- **GIVEN MATERIAL**
§ §

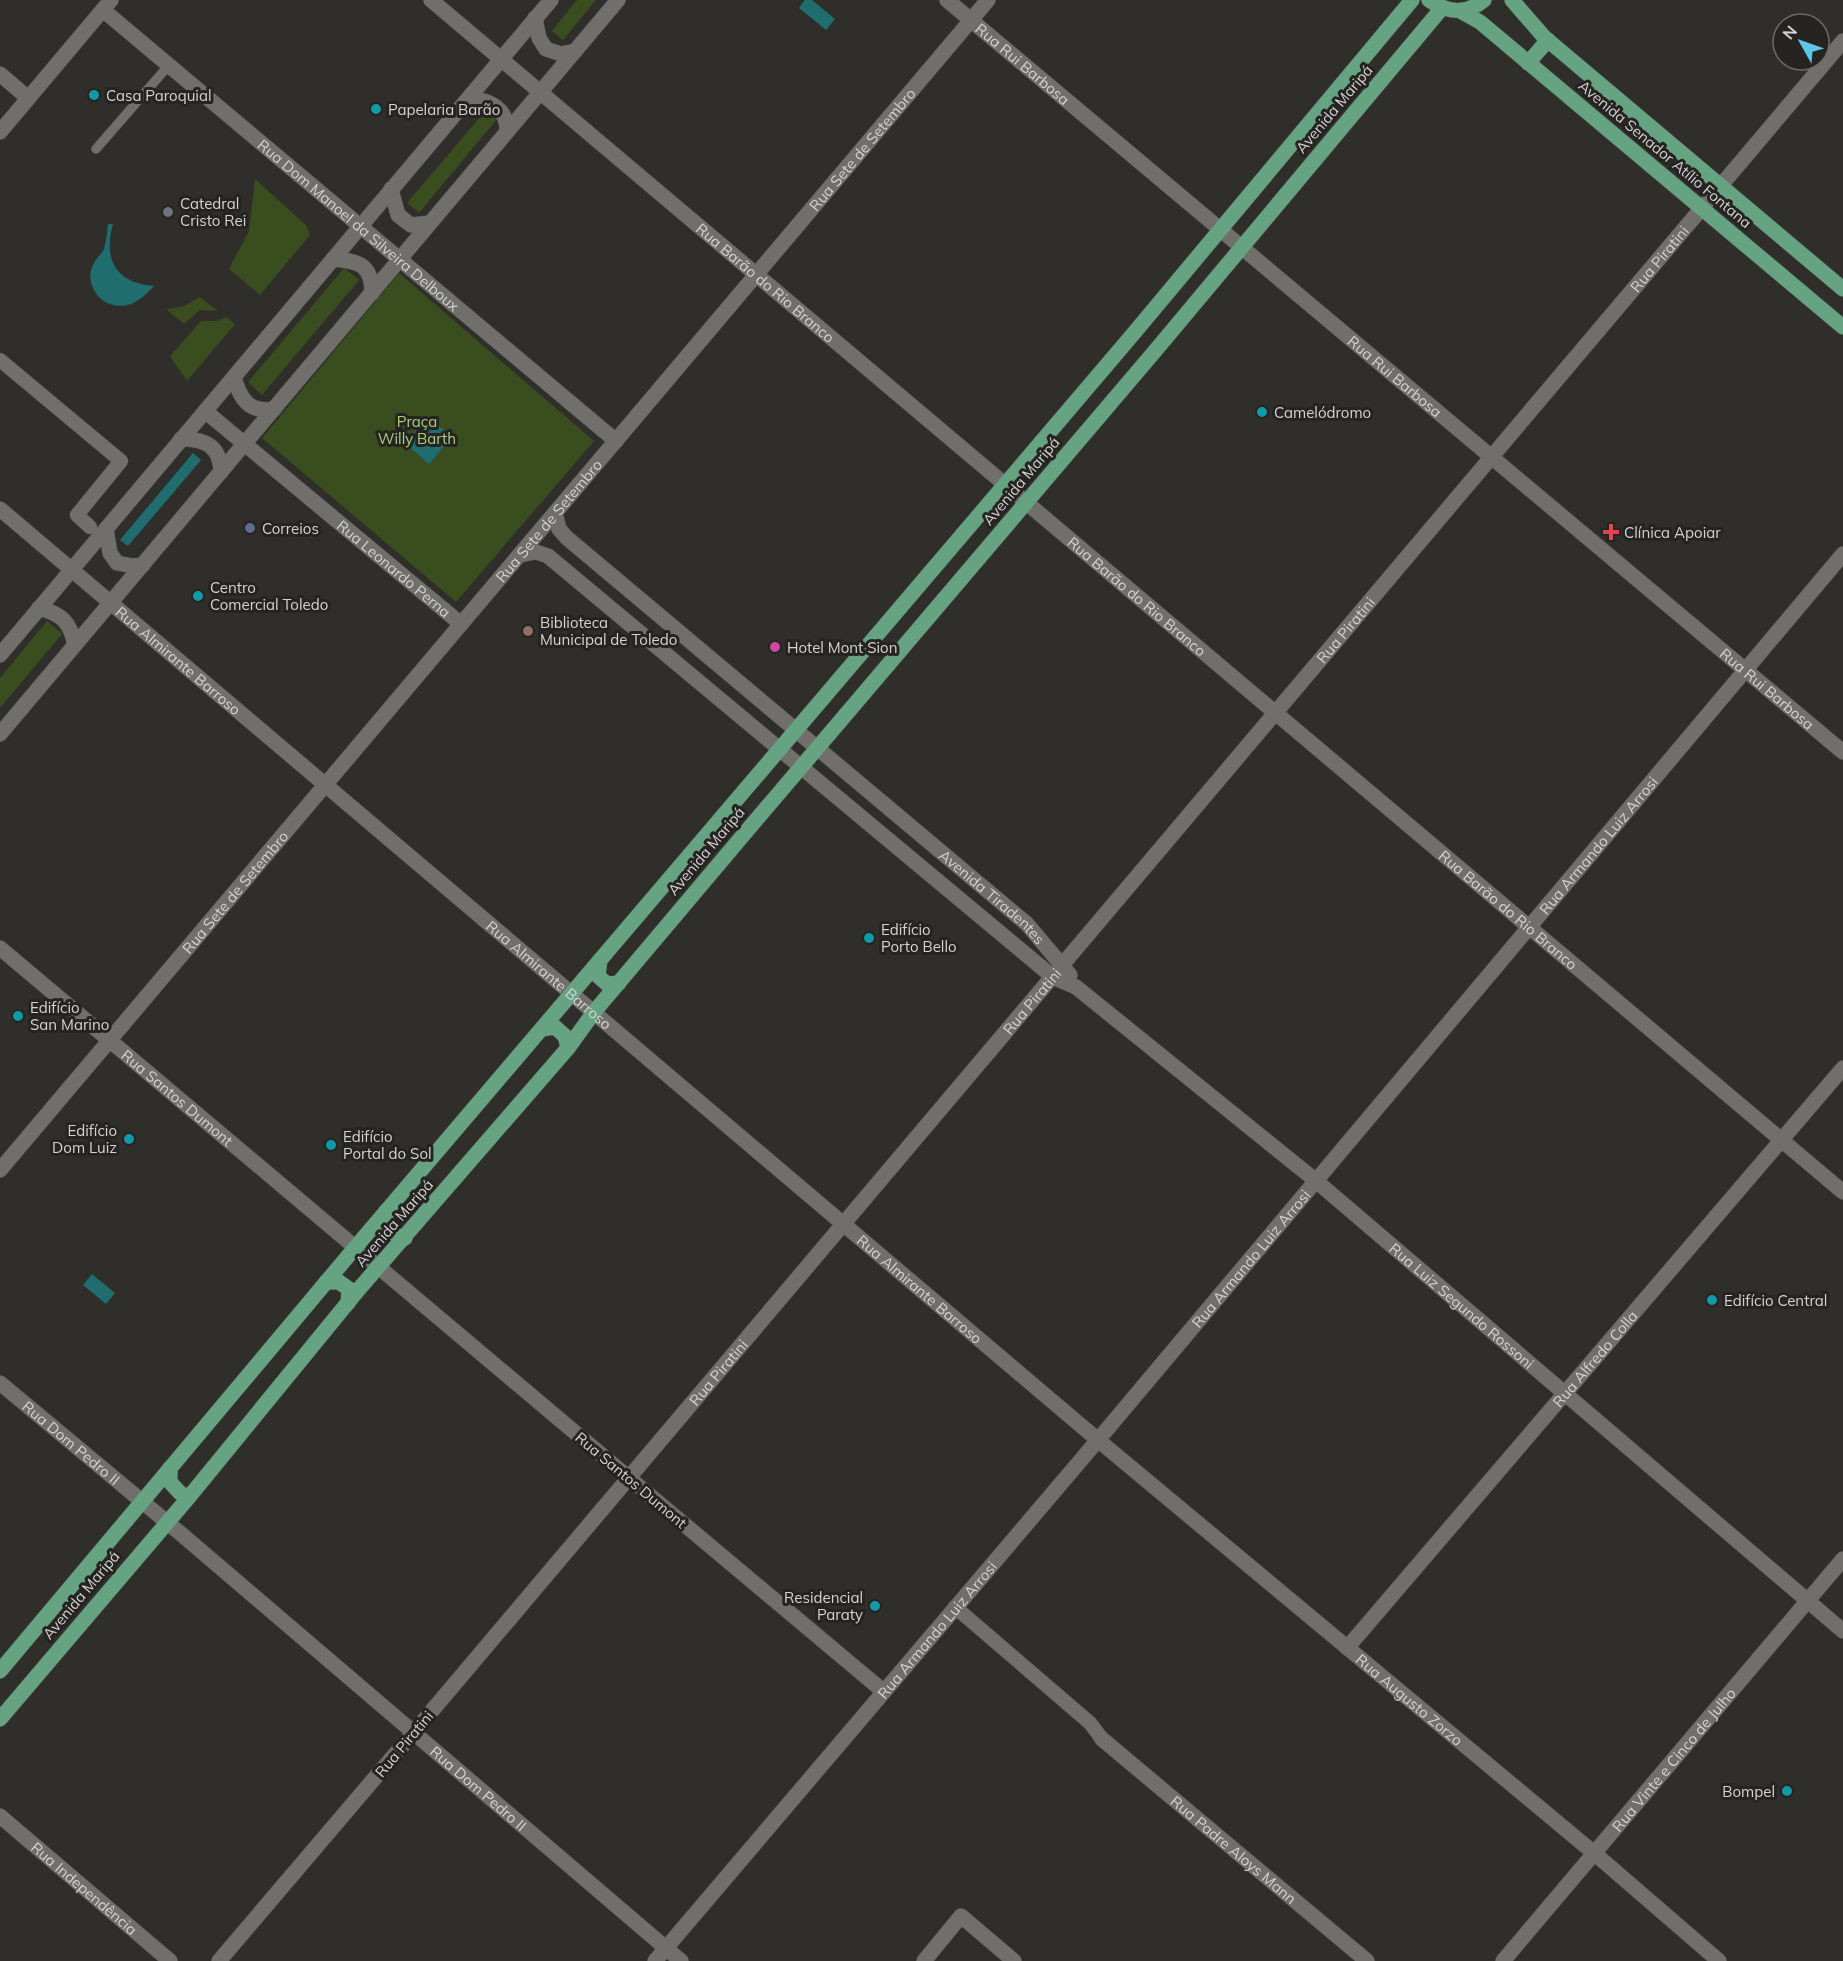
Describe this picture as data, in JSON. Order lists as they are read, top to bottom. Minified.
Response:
{"streets":{"main road":["Avenida Maripá","Avenida Senador Atílio Fontana"],"street":["Rua Rui Barbosa","Rua Sete de Setembro","Rua Dom Manoel da Silveira Delboux","Rua Piratini","Rua Barão do Rio Branco","Rua Leonardo Perna","Rua Almirante Barroso","Rua Armando Luiz Arrosi","Avenida Tiradentes","Rua Santos Dumont","Rua Luiz Segundo Rossoni","Rua Alfredo Colla","Rua Dom Pedro II","Rua Augusto Zorzo","Rua Vinte e Cinco de Julho","Rua Padre Aloys Mann","Rua Independência"]},"crossings":[["Rua Rui Barbosa","Avenida Maripá"],["Rua Rui Barbosa","Rua Sete de Setembro"],["Rua Rui Barbosa","Rua Piratini"],["Rua Rui Barbosa","Rua Armando Luiz Arrosi"],["Avenida Maripá","Rua Barão do Rio Branco"],["Avenida Maripá","Rua Almirante Barroso"],["Avenida Maripá","Avenida Tiradentes"],["Avenida Maripá","Rua Santos Dumont"],["Avenida Maripá","Rua Dom Pedro II"],["Rua Sete de Setembro","Rua Dom Manoel da Silveira Delboux"],["Rua Sete de Setembro","Rua Barão do Rio Branco"],["Rua Sete de Setembro","Rua Leonardo Perna"],["Rua Sete de Setembro","Rua Almirante Barroso"],["Rua Sete de Setembro","Avenida Tiradentes"],["Rua Sete de Setembro","Rua Santos Dumont"],["Avenida Senador Atílio Fontana","Rua Piratini"],["Rua Piratini","Rua Barão do Rio Branco"],["Rua Piratini","Rua Almirante Barroso"],["Rua Piratini","Avenida Tiradentes"],["Rua Piratini","Rua Santos Dumont"],["Rua Piratini","Rua Dom Pedro II"],["Rua Barão do Rio Branco","Rua Armando Luiz Arrosi"],["Rua Barão do Rio Branco","Rua Alfredo Colla"],["Rua Almirante Barroso","Rua Armando Luiz Arrosi"],["Rua Almirante Barroso","Rua Augusto Zorzo"],["Rua Armando Luiz Arrosi","Rua Santos Dumont"],["Rua Armando Luiz Arrosi","Rua Luiz Segundo Rossoni"],["Rua Armando Luiz Arrosi","Rua Dom Pedro II"],["Rua Armando Luiz Arrosi","Rua Augusto Zorzo"],["Avenida Tiradentes","Rua Luiz Segundo Rossoni"],["Rua Luiz Segundo Rossoni","Rua Alfredo Colla"],["Rua Luiz Segundo Rossoni","Rua Vinte e Cinco de Julho"],["Rua Alfredo Colla","Rua Augusto Zorzo"],["Rua Augusto Zorzo","Rua Vinte e Cinco de Julho"]],"parks":["Praça Willy Barth"],"places":{"other":["Casa Paroquial","Papelaria Barão","Catedral Cristo Rei","Camelódromo","Correios","Centro Comercial Toledo","Biblioteca Municipal de Toledo","Hotel Mont Sion","Edifício Porto Bello","Edifício San Marino","Edifício Dom Luiz","Edifício Portal do Sol","Edifício Central","Residencial Paraty","Bompel"],"health":["Clínica Apoiar"]},"north":"top left"}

§ §

- **PROBLEM TO SOLVE**
Without the images, write out each line of the data verbatim.

- **EXERCISE ANSWER**
Describe this picture as data, in JSON. Order lists as they are read, top to bottom. Minified.
Response:
{"streets":{"main road":["Avenida Maripá","Avenida Senador Atílio Fontana"],"street":["Rua Rui Barbosa","Rua Sete de Setembro","Rua Dom Manoel da Silveira Delboux","Rua Piratini","Rua Barão do Rio Branco","Rua Leonardo Perna","Rua Almirante Barroso","Rua Armando Luiz Arrosi","Avenida Tiradentes","Rua Santos Dumont","Rua Luiz Segundo Rossoni","Rua Alfredo Colla","Rua Dom Pedro II","Rua Augusto Zorzo","Rua Vinte e Cinco de Julho","Rua Padre Aloys Mann","Rua Independência"]},"crossings":[["Rua Rui Barbosa","Avenida Maripá"],["Rua Rui Barbosa","Rua Sete de Setembro"],["Rua Rui Barbosa","Rua Piratini"],["Rua Rui Barbosa","Rua Armando Luiz Arrosi"],["Avenida Maripá","Rua Barão do Rio Branco"],["Avenida Maripá","Rua Almirante Barroso"],["Avenida Maripá","Avenida Tiradentes"],["Avenida Maripá","Rua Santos Dumont"],["Avenida Maripá","Rua Dom Pedro II"],["Rua Sete de Setembro","Rua Dom Manoel da Silveira Delboux"],["Rua Sete de Setembro","Rua Barão do Rio Branco"],["Rua Sete de Setembro","Rua Leonardo Perna"],["Rua Sete de Setembro","Rua Almirante Barroso"],["Rua Sete de Setembro","Avenida Tiradentes"],["Rua Sete de Setembro","Rua Santos Dumont"],["Avenida Senador Atílio Fontana","Rua Piratini"],["Rua Piratini","Rua Barão do Rio Branco"],["Rua Piratini","Rua Almirante Barroso"],["Rua Piratini","Avenida Tiradentes"],["Rua Piratini","Rua Santos Dumont"],["Rua Piratini","Rua Dom Pedro II"],["Rua Barão do Rio Branco","Rua Armando Luiz Arrosi"],["Rua Barão do Rio Branco","Rua Alfredo Colla"],["Rua Almirante Barroso","Rua Armando Luiz Arrosi"],["Rua Almirante Barroso","Rua Augusto Zorzo"],["Rua Armando Luiz Arrosi","Rua Santos Dumont"],["Rua Armando Luiz Arrosi","Rua Luiz Segundo Rossoni"],["Rua Armando Luiz Arrosi","Rua Dom Pedro II"],["Rua Armando Luiz Arrosi","Rua Augusto Zorzo"],["Avenida Tiradentes","Rua Luiz Segundo Rossoni"],["Rua Luiz Segundo Rossoni","Rua Alfredo Colla"],["Rua Luiz Segundo Rossoni","Rua Vinte e Cinco de Julho"],["Rua Alfredo Colla","Rua Augusto Zorzo"],["Rua Augusto Zorzo","Rua Vinte e Cinco de Julho"]],"parks":["Praça Willy Barth"],"places":{"other":["Casa Paroquial","Papelaria Barão","Catedral Cristo Rei","Camelódromo","Correios","Centro Comercial Toledo","Biblioteca Municipal de Toledo","Hotel Mont Sion","Edifício Porto Bello","Edifício San Marino","Edifício Dom Luiz","Edifício Portal do Sol","Edifício Central","Residencial Paraty","Bompel"],"health":["Clínica Apoiar"]},"north":"top left"}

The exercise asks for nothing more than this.